CLEVELAND — Chauncey Billups carries the feeling, the moment he felt he was turning the corner but was issued a harsh reality from a coach who was nearly impossible to please.

Larry Brown pulled Billups aside for what Billups thought was going to be a compliment. Instead, Brown was maddeningly frustrated. 메이저사이트

“You have no idea how to play point guard for me, do you?” Brown said, erasing all the good vibes Billups had in the moment.

This was in the first month of the Brown-Billups relationship, possibly after a 33-point performance in a road win against Memphis.

Brown was in his first year as Pistons head coach; Billups his second, but on his fifth team after a journeyman road.

“I thought what I had was an incredible game. When he said that, I was like, ‘What?’” Billups said incredulously to Yahoo Sports recently. “And we ended up spending time the next few days watching film together.

“I give Coach Brown all the credit for making me understand. There’s a scoring point guard, to what I came under him, [and] a point guard who can score. Two different things. I didn’t know that. And then I became a point guard who could score. It changed my career. It changed my leadership, everything I did from that point forward. It shaped me.”

Brown was so precise, rumor has it, that he spent the better part of 30 minutes during practice schooling then-rookie Darko Milicic on the angle of a screen.

Several months later, Brown and Billups tasted champagne as the Pistons beat the Lakers in the 2004 NBA Finals, cemented in history as championship coach and Finals MVP, respectively.

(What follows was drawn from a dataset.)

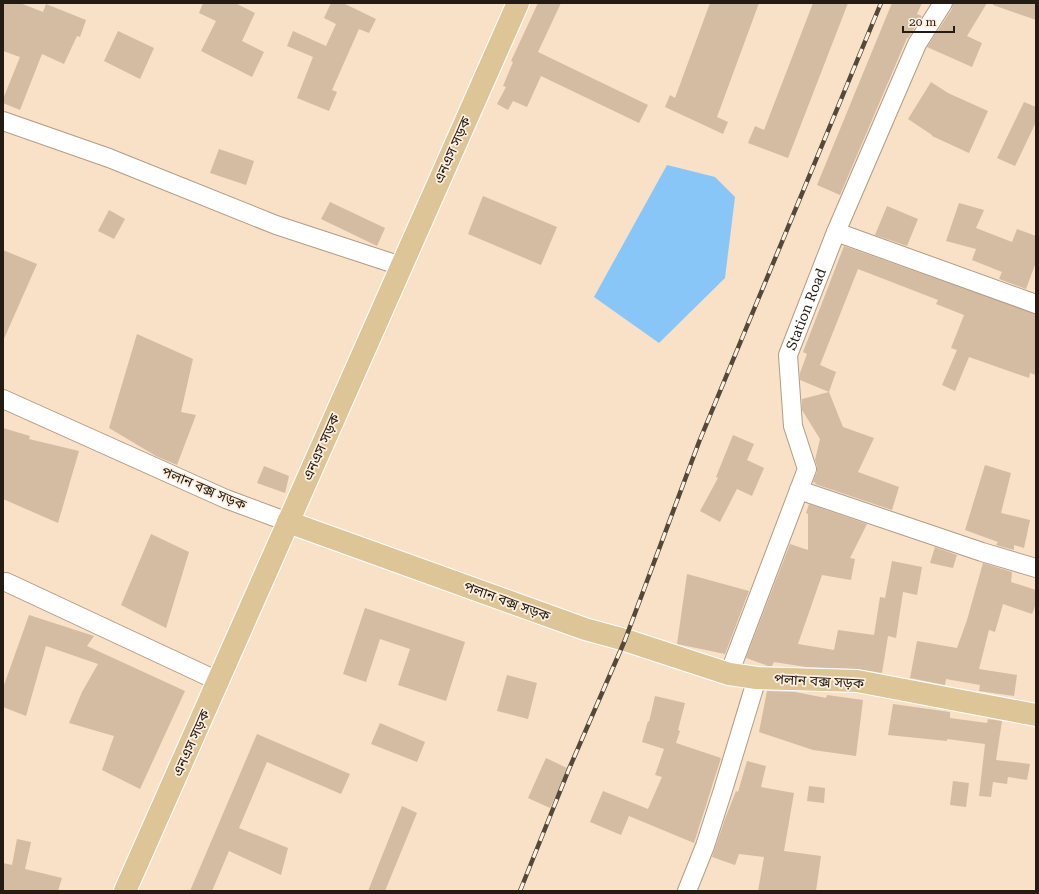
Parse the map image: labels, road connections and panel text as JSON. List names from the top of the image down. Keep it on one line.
{"streets":{"main road":["এনএস সড়ক","পলান বক্স সড়ক"],"street":["Station Road"]},"crossings":[["এনএস সড়ক","পলান বক্স সড়ক"],["Station Road","পলান বক্স সড়ক"]],"scale_bar":"20 m"}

What Billups didn’t realize was those moments would come to mold him in his journey to become a head coach, a position he never thought he’d hold but one he seems perfectly comfortable in and suited for, roaming the sideline for a more versatile and dangerous Portland Trail Blazers squad.

The Trail Blazers started hot, then tailed off a bit when Damian Lillard missed a chunk of games due to a calf injury but have begun to rebound in a treacherous Western Conference. If not for an improbable Jamal Murray triple with 0.9 seconds left, Portland would be 14-11.